Primary Biliary Cholangitis (PBC) is a chronic liver disease that affects the bile ducts in the liver. Early diagnosis is crucial for effective management and treatment. The diagnosis of PBC involves a combination of medical history evaluation, physical examination, blood tests, imaging studies, and liver biopsy.
Medical History Evaluation: The doctor will ask about your symptoms, medical history, and any family history of liver diseases. This helps in understanding the progression and severity of the condition.
Physical Examination: The doctor will perform a physical examination to check for any signs of liver damage, such as jaundice, enlarged liver, or abdominal tenderness.
Blood Tests: Blood tests are essential for diagnosing PBC. The doctor will look for specific antibodies in the blood, such as antimitochondrial antibodies (AMA), which are present in about 95% of PBC cases. Elevated levels of liver enzymes, such as alkaline phosphatase (ALP) and gamma-glutamyl transferase (GGT), may also indicate liver damage.
Imaging Studies: Imaging techniques like ultrasound, magnetic resonance imaging (MRI), or computed tomography (CT) scans may be used to assess the liver's structure and rule out other liver diseases.
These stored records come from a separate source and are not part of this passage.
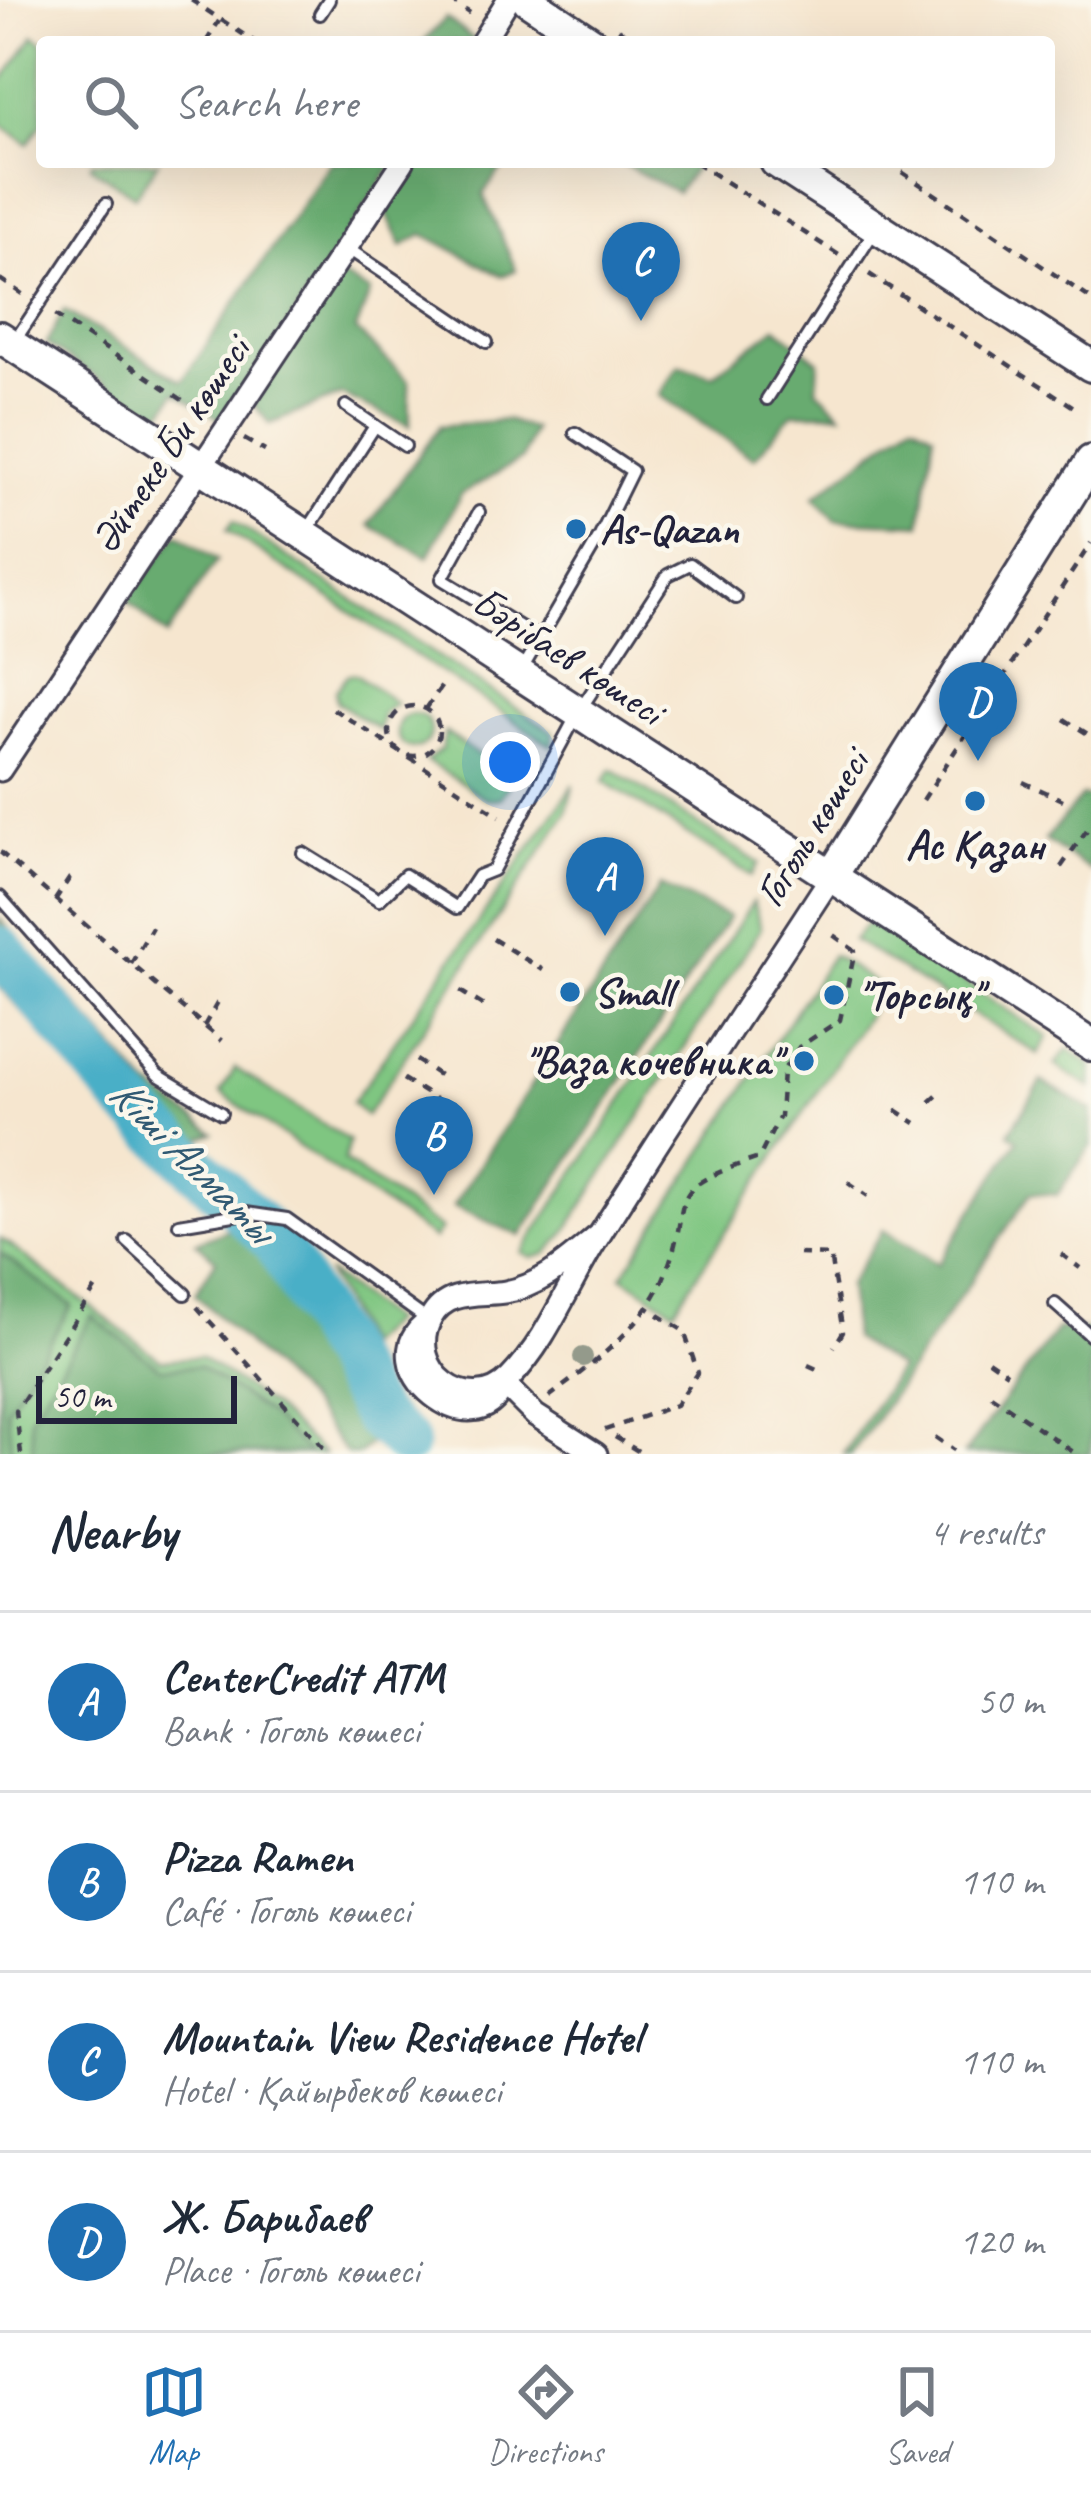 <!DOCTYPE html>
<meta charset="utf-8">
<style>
body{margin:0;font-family:Caveat,sans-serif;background:#f2f2f3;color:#1f2937}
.scale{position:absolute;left:36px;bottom:30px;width:201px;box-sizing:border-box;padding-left:12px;border:6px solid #22223b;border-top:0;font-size:33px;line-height:42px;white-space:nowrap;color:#22223b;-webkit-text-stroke:9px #fbf7ec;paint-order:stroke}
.you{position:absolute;left:510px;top:762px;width:42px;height:42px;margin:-30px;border:9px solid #fff;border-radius:50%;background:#1a73e8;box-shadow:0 0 0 18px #1a73e833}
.badge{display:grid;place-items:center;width:78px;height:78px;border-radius:50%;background:#1f6fb2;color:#fff;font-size:39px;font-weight:700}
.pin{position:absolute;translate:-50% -99px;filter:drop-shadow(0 3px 6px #0008)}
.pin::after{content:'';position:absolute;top:63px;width:42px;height:36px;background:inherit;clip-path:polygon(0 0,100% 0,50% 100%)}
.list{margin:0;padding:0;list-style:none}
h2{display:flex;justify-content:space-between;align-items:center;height:156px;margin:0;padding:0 48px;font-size:51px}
h2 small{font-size:39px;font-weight:400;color:#747a83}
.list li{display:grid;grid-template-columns:78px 1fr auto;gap:36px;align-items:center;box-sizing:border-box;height:180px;padding:0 48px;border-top:3px solid #e0e1e3}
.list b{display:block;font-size:45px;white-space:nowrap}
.list p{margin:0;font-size:39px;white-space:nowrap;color:#747a83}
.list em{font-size:39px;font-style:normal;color:#747a83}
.icon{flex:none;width:66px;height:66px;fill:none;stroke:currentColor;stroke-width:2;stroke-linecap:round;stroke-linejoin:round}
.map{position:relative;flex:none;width:1091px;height:1454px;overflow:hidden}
.search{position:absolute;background:#fff;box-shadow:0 12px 48px #0002;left:36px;right:36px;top:36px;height:132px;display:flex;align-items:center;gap:30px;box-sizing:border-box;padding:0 42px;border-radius:12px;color:#747a83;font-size:45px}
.sheet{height:876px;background:#fff}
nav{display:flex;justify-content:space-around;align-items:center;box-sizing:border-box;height:168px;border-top:3px solid #e0e1e3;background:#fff;font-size:33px;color:#747a83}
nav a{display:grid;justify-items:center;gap:6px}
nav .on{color:#1f6fb2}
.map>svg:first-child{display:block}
.green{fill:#7fc681;stroke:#50745e;stroke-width:3}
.forest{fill:#67ab6f;stroke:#465;stroke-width:3}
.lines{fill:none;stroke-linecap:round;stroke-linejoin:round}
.river{stroke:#48afc7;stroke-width:48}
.lane-casing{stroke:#423f51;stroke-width:16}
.street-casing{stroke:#423f51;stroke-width:27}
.secondary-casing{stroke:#423f51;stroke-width:36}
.path{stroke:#423f51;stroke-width:4.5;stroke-dasharray:9 9;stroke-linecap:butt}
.lane{stroke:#fff;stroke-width:10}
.street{stroke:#fff;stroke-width:21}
.secondary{stroke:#fff;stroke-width:30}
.tree{fill:#949a8b}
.poi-dot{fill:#1f6fb2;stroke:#fbf7ec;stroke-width:4.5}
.labels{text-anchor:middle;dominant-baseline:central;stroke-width:9;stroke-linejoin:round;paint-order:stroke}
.street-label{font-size:42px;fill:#22223b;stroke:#fbf7ec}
.poi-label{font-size:42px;font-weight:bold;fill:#22223b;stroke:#fbf7ec;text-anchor:start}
.water-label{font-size:45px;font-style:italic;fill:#315a73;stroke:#fbf7ec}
</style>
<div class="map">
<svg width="1091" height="1454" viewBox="0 0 1091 1454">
<rect width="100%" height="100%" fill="#fbf7ec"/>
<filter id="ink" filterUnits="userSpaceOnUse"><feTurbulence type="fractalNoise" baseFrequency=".00833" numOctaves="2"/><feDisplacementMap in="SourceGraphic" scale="24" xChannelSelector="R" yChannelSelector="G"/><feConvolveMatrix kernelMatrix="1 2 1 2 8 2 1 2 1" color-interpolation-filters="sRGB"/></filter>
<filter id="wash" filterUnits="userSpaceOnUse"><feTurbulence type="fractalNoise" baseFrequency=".004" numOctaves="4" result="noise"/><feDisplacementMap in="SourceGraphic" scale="48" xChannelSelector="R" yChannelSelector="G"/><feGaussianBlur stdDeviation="2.7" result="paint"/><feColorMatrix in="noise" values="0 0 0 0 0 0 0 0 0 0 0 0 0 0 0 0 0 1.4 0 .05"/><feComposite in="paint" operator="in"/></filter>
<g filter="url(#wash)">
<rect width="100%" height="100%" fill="#f6e6cf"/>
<g class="green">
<path d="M34 36 43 42 42 123 28 144 0 124V84Z"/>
<path d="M92 162H158L135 196 90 166Z"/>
<path d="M233 521 553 732 552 746 227 530Z"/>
<path d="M356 674 396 703 383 713 379 730 337 702 335 691 348 675Z"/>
<circle cx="414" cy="731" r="17"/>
<path d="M445 732 506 774 508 786 500 798 488 800 426 761 442 749Z"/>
<path d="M612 769 759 863 752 876 604 781Z"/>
<path d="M574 784 566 814 366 1116 352 1103Z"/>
<path d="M753 902 761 928 564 1235 546 1254 532 1258 522 1253Z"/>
<path d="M870 920 1048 1037 1038 1054 853 940Z"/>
<path d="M832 955 885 989 674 1310 622 1276Z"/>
<path d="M1068 1049 1091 1065V1088L1055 1065Z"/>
<path d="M235 1068 349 1141 344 1161 441 1229 434 1239 221 1093Z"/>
<path d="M0 1238 161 1360 200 1357 271 1406 323 1454H0Z"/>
<path d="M327 1272 391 1321 364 1346Z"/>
</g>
<g class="forest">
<path d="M446 18 475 40 474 42H423Z"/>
<path d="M331 162H395L224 422 176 392 158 419 46 344 64 310 182 381Z"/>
<path d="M413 162H507L483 194 516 270 502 276 423 234 402 246 383 206Z"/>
<path d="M618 162H699L677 192Z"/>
<path d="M341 276 370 292 356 330 409 381 410 426 341 395 270 424 253 404Z"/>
<path d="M776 327 819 361 817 389 841 413H793L754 458 659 395 679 365 713 375Z"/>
<path d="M506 420 533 429 522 459 461 494 428 557 369 525 440 426Z"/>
<path d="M913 421 934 433 921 524 835 520 814 497Z"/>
<path d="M178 533 217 560 167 636 127 600Z"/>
<path d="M1082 796 1091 797V871L1045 840Z"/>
<path d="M660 886 729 917 521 1236 453 1206Z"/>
<path d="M0 919 146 1084 214 1133 161 1156 128 1129 0 987Z"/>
<path d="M1042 1081 1091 1110V1146L1057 1195 1031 1193 866 1434 851 1454H843L899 1368 853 1339 848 1285 883 1230 938 1264 1018 1140 1009 1133Z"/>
<path d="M239 1225 266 1239 375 1440 359 1454H346L306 1401 195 1294 216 1260 196 1242Z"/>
<path d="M0 1253 72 1306 7 1409 12 1454H0Z"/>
<path d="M92 1316 160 1368 199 1366 269 1414 309 1454H33L30 1417Z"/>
<path d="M1057 1329 1091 1330V1454H964Z"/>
</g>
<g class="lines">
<path class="river" d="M0 950 129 1103 277 1243 376 1417 405 1442"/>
</g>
</g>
<g filter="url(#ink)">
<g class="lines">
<g class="lane-casing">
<g id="lane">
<path d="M320 14 329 0"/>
<path d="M347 248 487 342"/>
<path d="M14 342 106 204"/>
<path d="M767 399 875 230"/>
<path d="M346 406 405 446"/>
<path d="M479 512 442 579 540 639"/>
<path d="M305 534 375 426"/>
<path d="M521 671 600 536 632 471 575 433"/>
<path d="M303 853 379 900 405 875 457 908 478 876 493 870 578 713 668 575 690 564 736 598"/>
<path d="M0 897 158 1075 221 1113"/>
<path d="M179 1224 246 1213 287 1219 429 1321"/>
<path d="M127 1241 185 1294"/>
<path d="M1055 1304 1091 1336"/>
</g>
</g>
<g class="street-casing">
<g id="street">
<path d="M482 42 508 0"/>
<path d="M0 770 403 162"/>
<path d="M598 1236C570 1259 542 1286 505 1292 479 1296 447 1289 431 1318 404 1369 469 1420 510 1378 547 1341 569 1283 597 1239 673 1117 753 997 831 877"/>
<path d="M429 1321C364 1365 478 1454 504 1384L535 1415 596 1454"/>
</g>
</g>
<g class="secondary-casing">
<g id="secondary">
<path d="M528 0 591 42"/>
<path d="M776 162 1091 366"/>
<path d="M0 337 1091 1045"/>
<path d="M831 877 1091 461"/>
</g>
</g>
<g class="path">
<path d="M191 0 255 42"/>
<path d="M450 0 470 13"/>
<path d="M618 29 639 42"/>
<path d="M206 42 219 21"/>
<path d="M695 162 839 255"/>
<path d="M887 162 1091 299"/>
<path d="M869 274 1080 411"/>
<path d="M0 279 25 296"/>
<path d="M55 315 205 415"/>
<path d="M244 439 265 451"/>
<circle cx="414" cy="731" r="25"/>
<path d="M333 709 500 816"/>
<path d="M426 709 445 681"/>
<path d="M1064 719 1091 736"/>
<path d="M1023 782 1063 800"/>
<path d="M923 800 1091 543"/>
<path d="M0 852 222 1041"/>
<path d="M1061 867 1091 824"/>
<path d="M55 900 71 876"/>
<path d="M493 939 543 970"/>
<path d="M131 964 152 927"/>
<path d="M460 991 489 1009"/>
<path d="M204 1026 219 1000"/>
<path d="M416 1060 445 1079"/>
<path d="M403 1079 455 1111"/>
<path d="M930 1102 942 1091"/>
<path d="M896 1110 916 1123"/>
<path d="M848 1182 868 1196"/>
<path d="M799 1254 830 1255 843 1332 834 1347"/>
<path d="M1061 1254 1080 1268"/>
<path d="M197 1307 329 1454"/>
<path d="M988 1360 1007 1373"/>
<path d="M808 1365 819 1370"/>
<path d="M991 1395 1076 1454"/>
<path d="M549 1397C591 1365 643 1328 664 1277 698 1195 654 1192 759 1158L780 1116 783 1071 799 1047 840 1020 855 951 829 932"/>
<path d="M605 1430 676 1405 698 1373 684 1331 646 1307"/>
<path d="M615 1437 643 1454"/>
<path d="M935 1437 954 1450"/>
<path d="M21 1454 16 1411 97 1286"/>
</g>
<use href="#lane" class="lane"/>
<use href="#street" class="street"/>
<use href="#secondary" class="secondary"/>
</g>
<circle class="tree" cx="583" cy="1357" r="10"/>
</g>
<g class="poi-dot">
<circle cx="576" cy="529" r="12"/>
<circle cx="975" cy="801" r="12"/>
<circle cx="570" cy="992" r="12"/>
<circle cx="834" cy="995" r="12"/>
<circle cx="804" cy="1061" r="12"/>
</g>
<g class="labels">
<g class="street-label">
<text transform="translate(170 445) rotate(-56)">Әйтеке Би көшесі</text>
<text transform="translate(568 656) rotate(33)">Бәрібаев көшесі</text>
<text transform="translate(812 828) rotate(-58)">Гоголь көшесі</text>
</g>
<g class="poi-label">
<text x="600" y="529">As-Qazan</text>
<text x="975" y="845" text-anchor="middle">Ас Қазан</text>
<text x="594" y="992">Small</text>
<text x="858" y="995">"Торсық"</text>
<text x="780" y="1061" text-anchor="end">"Ваза кочевника"</text>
</g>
<g class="water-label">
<text transform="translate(192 1160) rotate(45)">Кіші Алматы</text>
</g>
</g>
</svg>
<div class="scale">50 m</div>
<div class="you"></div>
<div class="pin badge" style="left:605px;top:936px">A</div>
<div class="pin badge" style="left:434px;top:1195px">B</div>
<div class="pin badge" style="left:641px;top:321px">C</div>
<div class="pin badge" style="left:978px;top:761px">D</div>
<div class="search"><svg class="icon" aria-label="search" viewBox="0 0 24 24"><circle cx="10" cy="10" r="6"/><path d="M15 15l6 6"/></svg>Search here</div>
</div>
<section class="sheet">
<h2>Nearby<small>4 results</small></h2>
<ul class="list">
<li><span class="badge">A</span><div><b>CenterCredit ATM</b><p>Bank · Гоголь көшесі</p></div><em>50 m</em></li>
<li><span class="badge">B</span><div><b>Pizza Ramen</b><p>Café · Гоголь көшесі</p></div><em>110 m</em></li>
<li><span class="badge">C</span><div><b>Mountain View Residence Hotel</b><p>Hotel · Қайырбеков көшесі</p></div><em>110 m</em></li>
<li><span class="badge">D</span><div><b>Ж. Барибаев</b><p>Place · Гоголь көшесі</p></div><em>120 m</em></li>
</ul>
</section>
<nav>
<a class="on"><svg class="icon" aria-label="map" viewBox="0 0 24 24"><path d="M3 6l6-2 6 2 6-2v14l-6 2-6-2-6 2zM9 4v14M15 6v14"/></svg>Map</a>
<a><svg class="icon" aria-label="directions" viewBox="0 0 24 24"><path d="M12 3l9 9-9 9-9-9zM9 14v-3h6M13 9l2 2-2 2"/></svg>Directions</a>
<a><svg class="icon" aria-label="saved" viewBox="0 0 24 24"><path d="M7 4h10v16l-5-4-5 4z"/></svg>Saved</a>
</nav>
Liver Biopsy: In some cases, a liver biopsy may be performed to confirm the diagnosis. A small sample of liver tissue is extracted using a needle and examined under a microscope to assess the extent of liver damage and inflammation.
It is important to consult a healthcare professional if you experience symptoms such as fatigue, itching, abdominal pain, or jaundice. Early diagnosis and treatment can help manage the progression of Primary Biliary Cholangitis and improve long-term outcomes.